An instrument panel, often known as a dashboard, is the component of a vehicle that contains instrumentation, gauges, and control surfaces. Generally speaking, the instrument panel is located at the front of a vehicle, or where the main control surfaces, — such as a steering wheel, airplane yoke, or handlebar — are located, Depending on the type of vehicle, this panel can be a simple design consisting of just a few basic gauges, indicator lights and controls to extremely complex and extensive panels.
The instrument panel is a critical and important component of any vehicle, whether it is an airplane, automobile, boat or motorcycle. The purpose of an instrument panel is to provide the operator with pertinent information needed to operate the vehicle successfully. Some of the more common gauges on instrument panels are speedometers, which measure the speed of a vehicle tachometers, which measure the amount of revolutions or the rotation speed of an engine; engine temperature gauges; and fuel gauges.
Depending on the type of vehicle, the instrumental panel may also consist of gauges that are unique to that specific type of vehicle. A boat or ship may have a water depth meter and a wind speed and wind direction meter. An automobile may have a tire pressure monitor or an open door warning light. An airplane or helicopter typically has an altimeter, which indicates altitude, and pitch, yaw and roll indicators that show the level of rotation along its three main axes.
On an airplane or helicopter, the instrument panel not only provides the pilot with basic information, but the instrumentation is often critical for the safe operation of an airplane. In bad weather conditions, or when visibility is poor, a pilot is often not able to rely on his vision alone to fly the aircraft. When “flying blind,” an aircraft’s instruments enable a pilot to navigate successfully with limited or no visual cues. In fact, an important element of a pilot’s training program is learning when to trust the instruments of the aircraft over what is visible with the eyes.
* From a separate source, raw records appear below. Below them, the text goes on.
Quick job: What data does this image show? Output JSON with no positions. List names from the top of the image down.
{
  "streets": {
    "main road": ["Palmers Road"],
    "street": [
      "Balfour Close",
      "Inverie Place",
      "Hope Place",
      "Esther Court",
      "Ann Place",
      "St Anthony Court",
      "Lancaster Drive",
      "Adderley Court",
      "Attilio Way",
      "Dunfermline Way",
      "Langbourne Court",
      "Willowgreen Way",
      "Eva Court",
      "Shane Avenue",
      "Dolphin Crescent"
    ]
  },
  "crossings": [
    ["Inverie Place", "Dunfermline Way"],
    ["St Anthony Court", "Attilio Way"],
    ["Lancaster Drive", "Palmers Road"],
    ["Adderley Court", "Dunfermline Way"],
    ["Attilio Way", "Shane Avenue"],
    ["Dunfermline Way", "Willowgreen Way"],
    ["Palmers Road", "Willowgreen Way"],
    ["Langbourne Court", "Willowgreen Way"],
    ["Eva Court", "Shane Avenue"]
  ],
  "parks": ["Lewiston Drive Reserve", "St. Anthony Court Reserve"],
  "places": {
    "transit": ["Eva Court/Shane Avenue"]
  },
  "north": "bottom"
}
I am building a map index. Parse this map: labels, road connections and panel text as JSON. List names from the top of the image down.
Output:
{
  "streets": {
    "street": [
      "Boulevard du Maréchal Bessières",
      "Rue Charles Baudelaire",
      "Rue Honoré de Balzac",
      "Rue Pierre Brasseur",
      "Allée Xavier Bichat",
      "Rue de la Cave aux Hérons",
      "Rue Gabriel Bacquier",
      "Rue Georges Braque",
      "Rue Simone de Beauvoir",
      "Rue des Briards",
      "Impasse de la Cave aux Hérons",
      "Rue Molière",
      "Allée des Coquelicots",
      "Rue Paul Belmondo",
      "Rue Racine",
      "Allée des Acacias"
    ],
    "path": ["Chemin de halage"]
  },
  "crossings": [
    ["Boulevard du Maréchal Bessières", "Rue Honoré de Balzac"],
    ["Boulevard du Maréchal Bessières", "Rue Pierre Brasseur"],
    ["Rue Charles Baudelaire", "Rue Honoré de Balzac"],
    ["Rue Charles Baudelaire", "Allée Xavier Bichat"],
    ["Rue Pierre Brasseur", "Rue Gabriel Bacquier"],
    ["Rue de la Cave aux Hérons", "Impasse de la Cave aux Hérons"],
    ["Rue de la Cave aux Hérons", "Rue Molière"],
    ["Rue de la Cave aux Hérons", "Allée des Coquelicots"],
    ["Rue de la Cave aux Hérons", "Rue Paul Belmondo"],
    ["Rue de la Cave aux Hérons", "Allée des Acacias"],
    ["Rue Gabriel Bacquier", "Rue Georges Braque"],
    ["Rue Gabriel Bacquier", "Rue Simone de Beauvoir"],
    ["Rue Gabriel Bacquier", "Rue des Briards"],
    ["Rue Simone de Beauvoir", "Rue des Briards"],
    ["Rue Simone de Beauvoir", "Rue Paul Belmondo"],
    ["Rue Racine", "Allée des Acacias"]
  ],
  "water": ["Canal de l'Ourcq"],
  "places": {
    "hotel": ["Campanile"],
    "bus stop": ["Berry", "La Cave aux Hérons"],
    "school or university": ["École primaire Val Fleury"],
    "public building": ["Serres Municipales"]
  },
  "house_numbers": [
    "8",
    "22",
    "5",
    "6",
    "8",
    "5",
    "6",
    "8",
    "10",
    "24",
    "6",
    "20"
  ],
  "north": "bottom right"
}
Whatever the vehicle, it is extremely important that the operator know exactly what type of information is displayed on the instrument panel and what that information means. It is also essential that vehicle operators heed the information presented by the instrumentation on their vehicle. The most advanced sensors and indicators are of no use if a driver does not know what the warning means, or chooses to ignore it. Vehicle manufacturers produce extensive manuals so that vehicle operators are informed about the specific details about their vehicle’s instrument panel.